Mugurell commented 3 years ago

Would very much like to work on this! But we need support from GeckoView in exposing the scroll data.

The app is only interested in how the page moved (not really in what the user gestured on screen) and would be awesome if it didn't have to try to infer this separate from GV based on the same MotionEvents. For example it was very hard for us to differentiate between zoom and panning gestures (especially the quick zoom with one finger). Zoom gestures should not update the toolbar/pull to refresh but panning should. This functionality already exists in GV but we needed to duplicate it in AC.

If GV would expose a stream of scroll data (maybe following that same model for informing how the user scroll was consumed or not

) we can easily adapt to conform to the new interfaces in a NestedGeckoViewV2. (Maybe fling/overscroll data can be added in a similar way)

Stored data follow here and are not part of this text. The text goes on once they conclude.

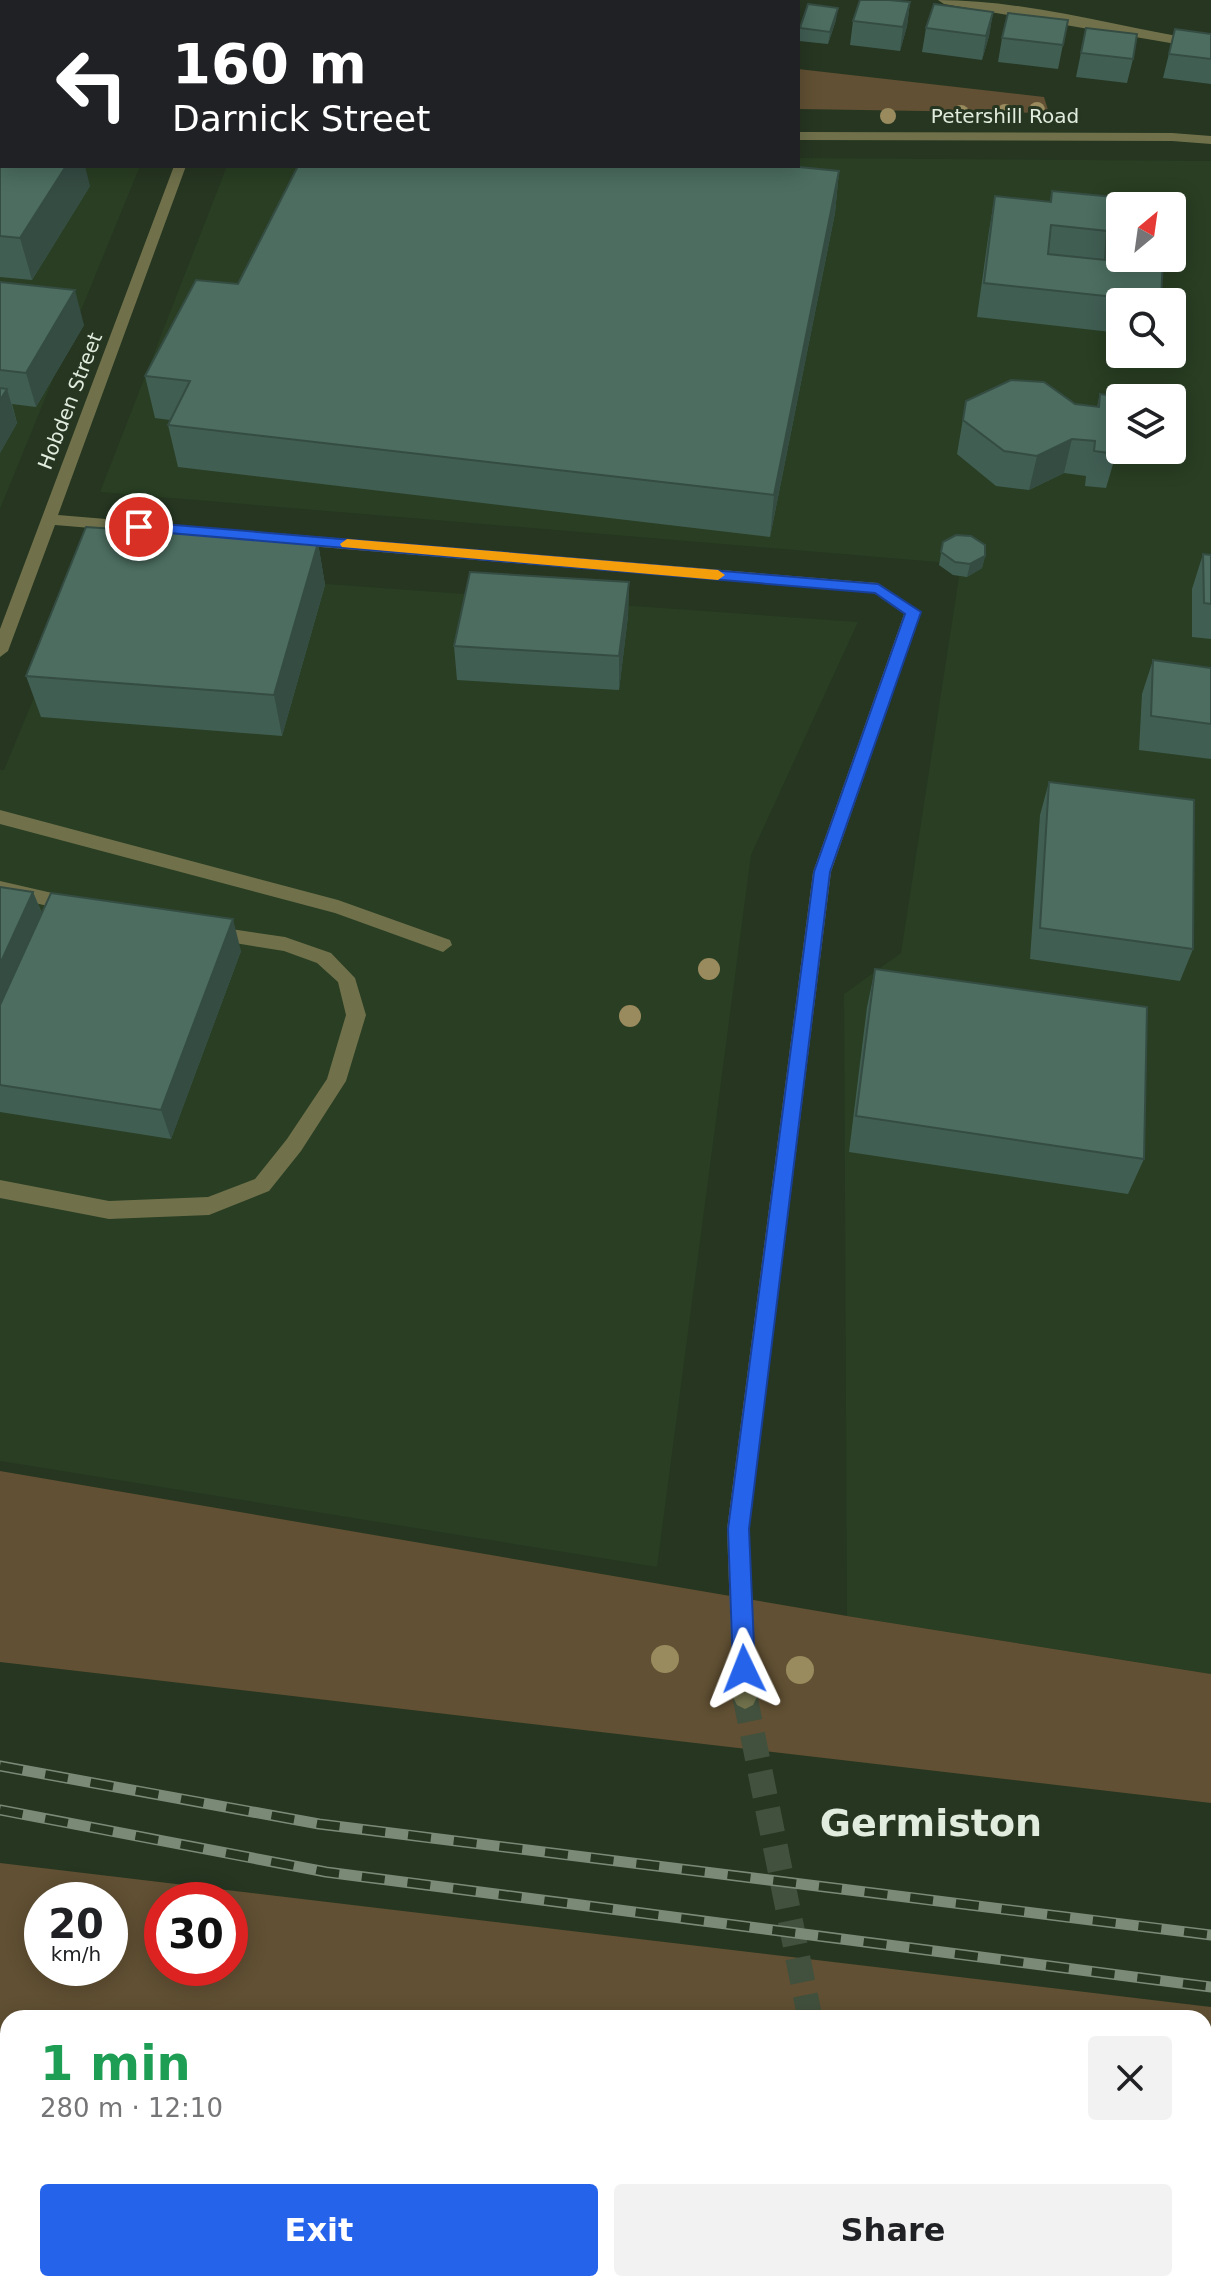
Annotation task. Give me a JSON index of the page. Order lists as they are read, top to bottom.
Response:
{
  "streets": {
    "street": ["Petershill Road", "Hobden Street"]
  },
  "districts": ["Germiston"],
  "north": "top right",
  "page": {
    "turn": ["160 m", "Darnick Street"],
    "speed": "20 km/h",
    "limit": "30",
    "heading": ["1 min", "280 m · 12:10"],
    "buttons": ["Exit", "Share"]
  }
}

I get that is is probably a big change (although I hope all the work until now is reusable and probably all the data is already there) and this is why I wanted to first ask if something like this can be considered with implementation details to be later discussed.

hiikezoe commented 3 years ago

One caveat I can tell is the amount of scroll pixels is not what you want. So for example if the content is scaled by 0.5x, the scroll amount is 2x larger than the value on 1.0x scaled content in the content's coords but the delta on the screen will be same.

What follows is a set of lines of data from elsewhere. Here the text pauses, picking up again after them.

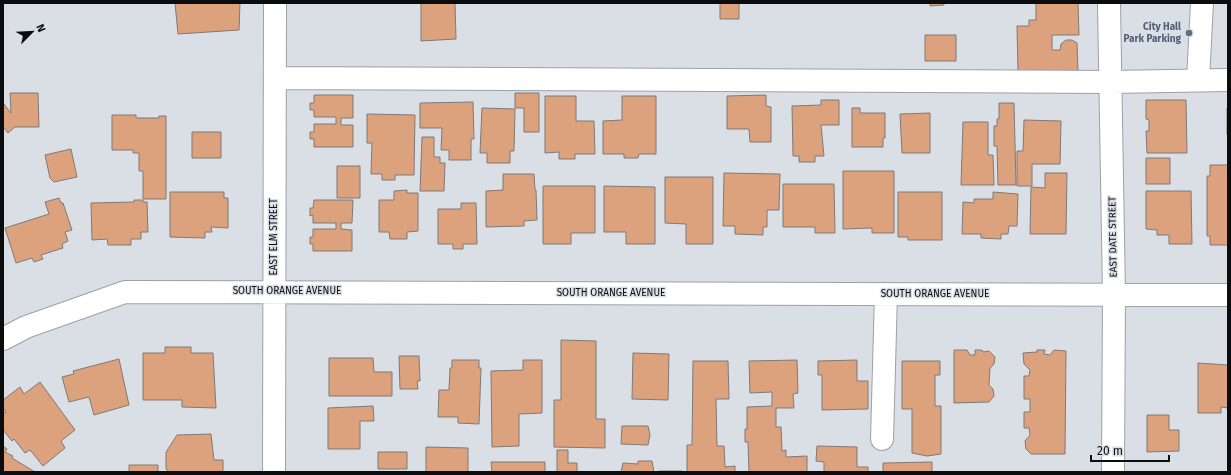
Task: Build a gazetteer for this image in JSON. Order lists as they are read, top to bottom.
{
  "streets": {
    "street": ["EAST ELM STREET", "EAST DATE STREET", "SOUTH ORANGE AVENUE"]
  },
  "crossings": [
    ["EAST ELM STREET", "SOUTH ORANGE AVENUE"],
    ["EAST DATE STREET", "SOUTH ORANGE AVENUE"]
  ],
  "places": ["City Hall Park Parking"],
  "scale_bar": "20 m",
  "north": "top right"
}
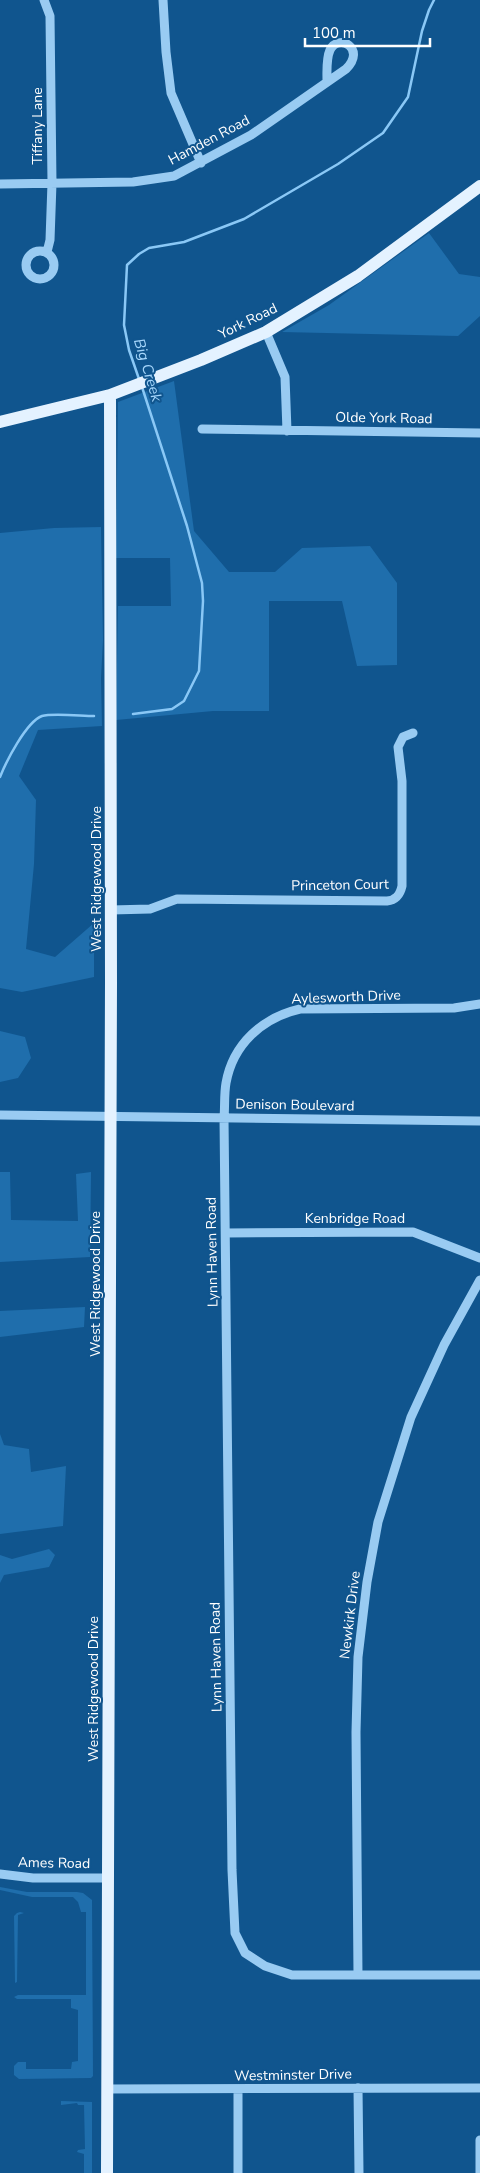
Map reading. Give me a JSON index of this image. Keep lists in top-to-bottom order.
{
  "streets": {
    "main road": ["York Road", "West Ridgewood Drive"],
    "street": [
      "Tiffany Lane",
      "Hamden Road",
      "Olde York Road",
      "Princeton Court",
      "Aylesworth Drive",
      "Denison Boulevard",
      "Kenbridge Road",
      "Lynn Haven Road",
      "Newkirk Drive",
      "Ames Road",
      "Westminster Drive"
    ]
  },
  "crossings": [
    ["Tiffany Lane", "Hamden Road"],
    ["York Road", "West Ridgewood Drive"],
    ["West Ridgewood Drive", "Princeton Court"],
    ["West Ridgewood Drive", "Denison Boulevard"],
    ["West Ridgewood Drive", "Ames Road"],
    ["West Ridgewood Drive", "Westminster Drive"],
    ["Aylesworth Drive", "Denison Boulevard"],
    ["Aylesworth Drive", "Lynn Haven Road"],
    ["Denison Boulevard", "Lynn Haven Road"],
    ["Kenbridge Road", "Lynn Haven Road"],
    ["Lynn Haven Road", "Newkirk Drive"]
  ],
  "water": ["Big Creek"],
  "scale_bar": "100 m"
}
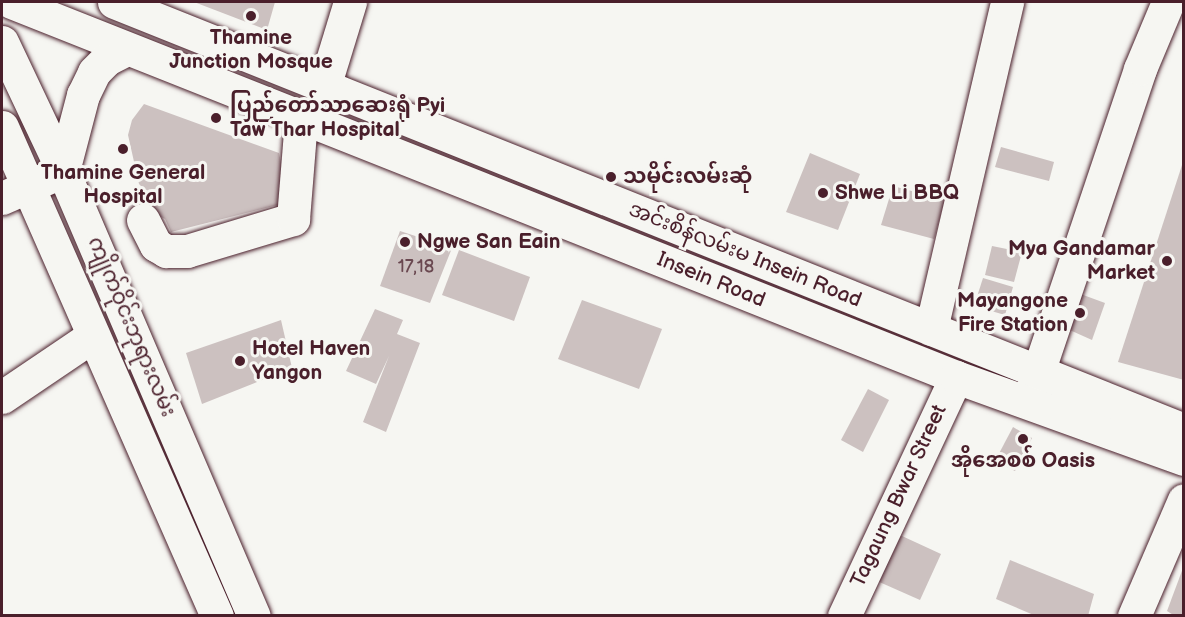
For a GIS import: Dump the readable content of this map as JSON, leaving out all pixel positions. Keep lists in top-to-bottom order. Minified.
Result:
{"streets":{"main road":["အင်းစိန်လမ်းမ Insein Road","Insein Road","ကျိုက်ဝိုင်းဘုရားလမ်း","Tagaung Bwar Street"]},"crossings":[["Insein Road","Tagaung Bwar Street"]],"places":["Thamine Junction Mosque","ပြည်တော်သာဆေးရုံ Pyi Taw Thar Hospital","Thamine General Hospital","သမိုင်းလမ်းဆုံ","Shwe Li BBQ","Ngwe San Eain","Mya Gandamar Market","Mayangone Fire Station","Hotel Haven Yangon","အိုအေစစ် Oasis"],"house_numbers":["17,18"]}
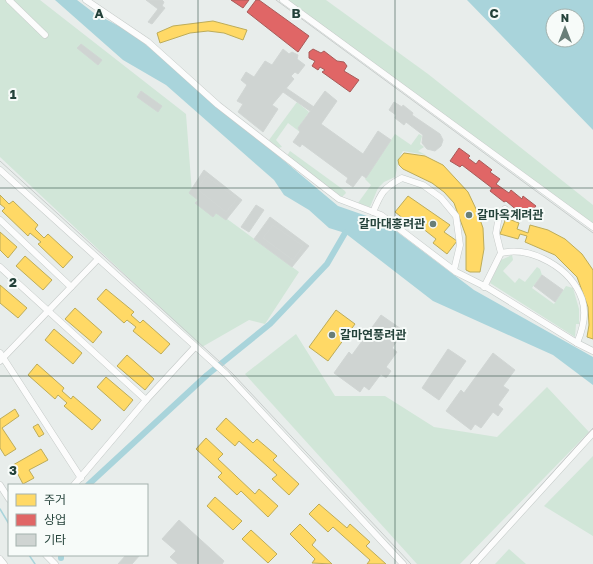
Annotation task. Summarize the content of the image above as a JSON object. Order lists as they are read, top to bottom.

Mugurell commented 3 years ago

Makes sense. But if the scaling is known to GeckoView maybe it can use that in the pixels scrolled result?

agi commented 3 years ago

If GeckoView would support these methods we'd probably be able to then plug (and play) any other Views we want, like a dynamic toolbar or a pull to refresh view, overscroll edge effect, etc which would entirely be driven by GeckoView - by the events and distances it informs us about.

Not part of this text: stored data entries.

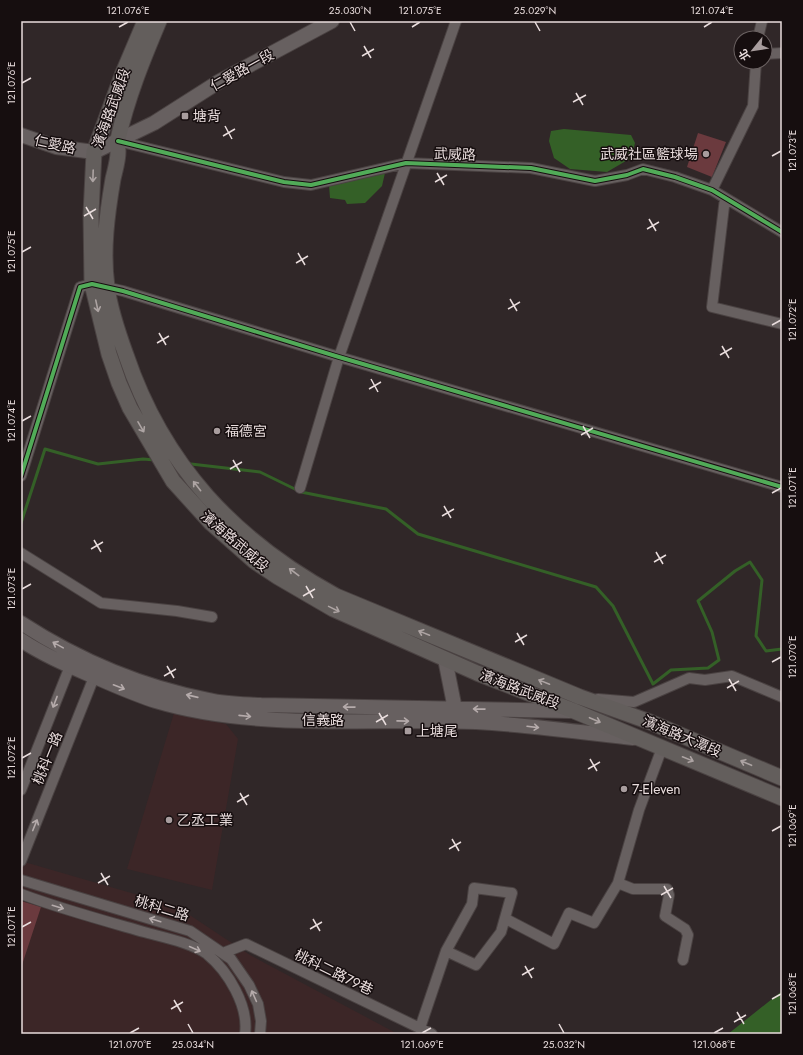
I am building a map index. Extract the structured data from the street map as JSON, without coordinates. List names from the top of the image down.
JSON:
{
  "streets": {
    "main road": [
      "仁愛路一段",
      "濱海路武威段",
      "仁愛路",
      "信義路",
      "濱海路大潭段"
    ],
    "street": [
      "武威路",
      "桃科一路",
      "桃科二路",
      "桃科二路79巷"
    ]
  },
  "crossings": [
    ["仁愛路一段", "仁愛路"],
    ["濱海路武威段", "仁愛路"],
    ["濱海路武威段", "武威路"],
    ["濱海路武威段", "信義路"],
    ["濱海路武威段", "濱海路大潭段"],
    ["仁愛路", "武威路"],
    ["信義路", "濱海路大潭段"],
    ["信義路", "桃科一路"],
    ["桃科二路", "桃科二路79巷"]
  ],
  "places": {
    "transit": ["塘背", "上塘尾"],
    "other": [
      "武威社區籃球場",
      "福德宮",
      "7-Eleven",
      "乙丞工業"
    ]
  },
  "north": "bottom left",
  "coordinates": [
    "121.076°E",
    "25.030°N",
    "121.075°E",
    "25.029°N",
    "121.074°E",
    "121.073°E",
    "121.072°E",
    "121.071°E",
    "121.070°E",
    "121.069°E",
    "121.068°E",
    "25.034°N",
    "25.032°N"
  ]
}
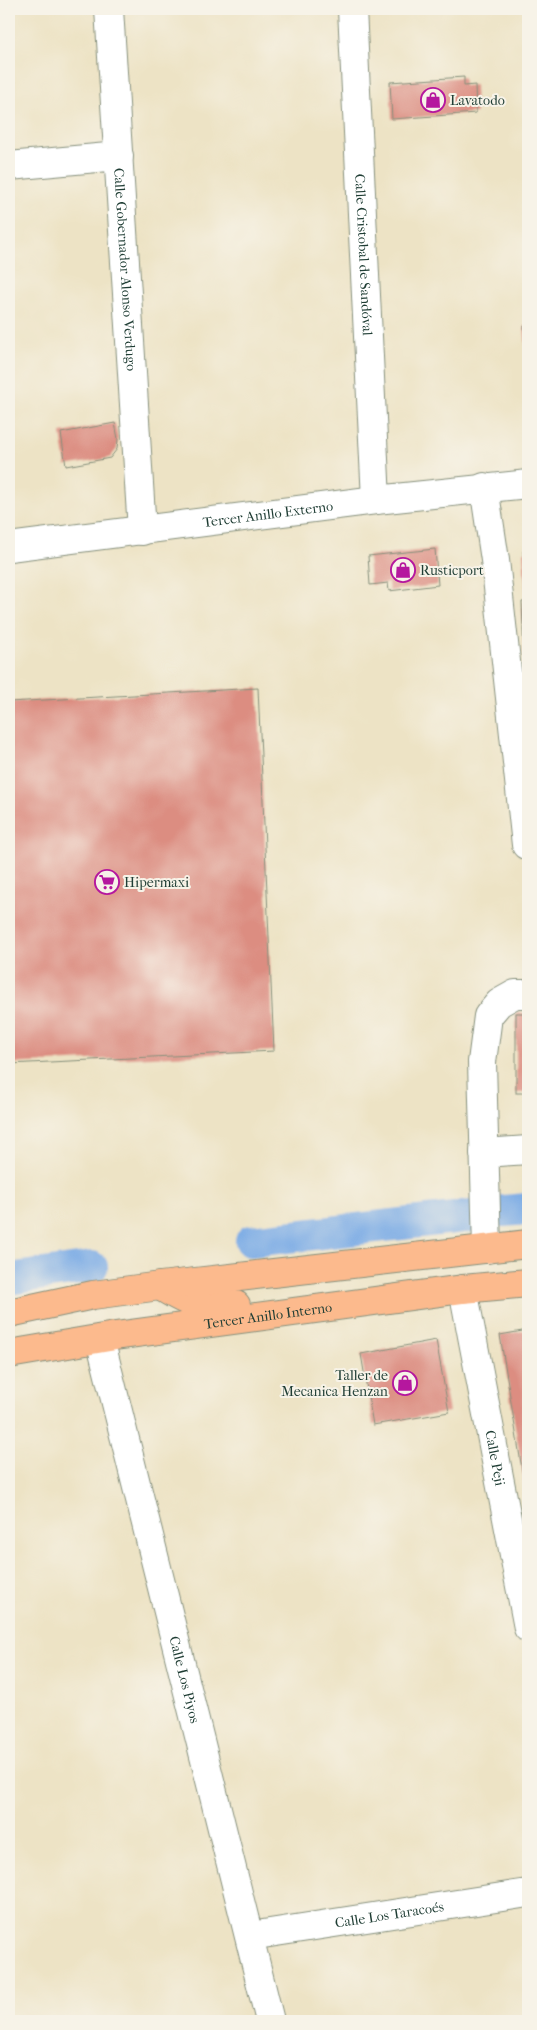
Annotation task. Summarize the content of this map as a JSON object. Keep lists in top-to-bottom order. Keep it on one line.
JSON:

I need to look into this more, but from a first glance this sounds like something I would support having in GeckoView. I agree the complexity of this whole feature is really high and it would be nice if we could hide it from AC/Fenix as much as possible.

agi commented 3 years ago

There is a pref value how we wait for the response from the main-thread; https://searchfox.org/mozilla-central/rev/d3683dbb252506400c71256ef3994cdbdfb71ada/mobile/android/app/mobile.js#376

ouch so we wait as much as 600ms? I think that's really high, especially on powerful devices. I wonder if we could lower it a little bit

hiikezoe commented 3 years ago

There is a pref value how we wait for the response from the main-thread; https://searchfox.org/mozilla-central/rev/d3683dbb252506400c71256ef3994cdbdfb71ada/mobile/android/app/mobile.js#376

ouch so we wait as much as 600ms? I think that's really high, especially on powerful devices. I wonder if we could lower it a little bit

As you may have already noticed, the value is 400ms on desktop it's not so much difference.

But if the scaling is known to GeckoView maybe it can use that in the pixels scrolled result?

The delta in the screen coords can be calculated in GeckoView or AC (Fenix), you can just ignore the content scale.

I am assuming you are supposing something like this;

1) the user moves his finger 100px in the screen coords 2) in the content coords, the first 50px scrolls the content, but it reached to one of the edge, thus the rest of 50px didn't cause any scroll

In this case, the browser should do nothing. In other words, once after the content, or Gecko started consuming touch events, the browser should do nothing until the user leaves his fingers (or the events is interrupted by other type of events). Of course it's likely there's any edge cases I am not aware of.

csadilek commented 2 years ago

Moved to bugzilla: https://bugzilla.mozilla.org/show_bug.cgi?id=1795420

Change performed by the Move to Bugzilla add-on.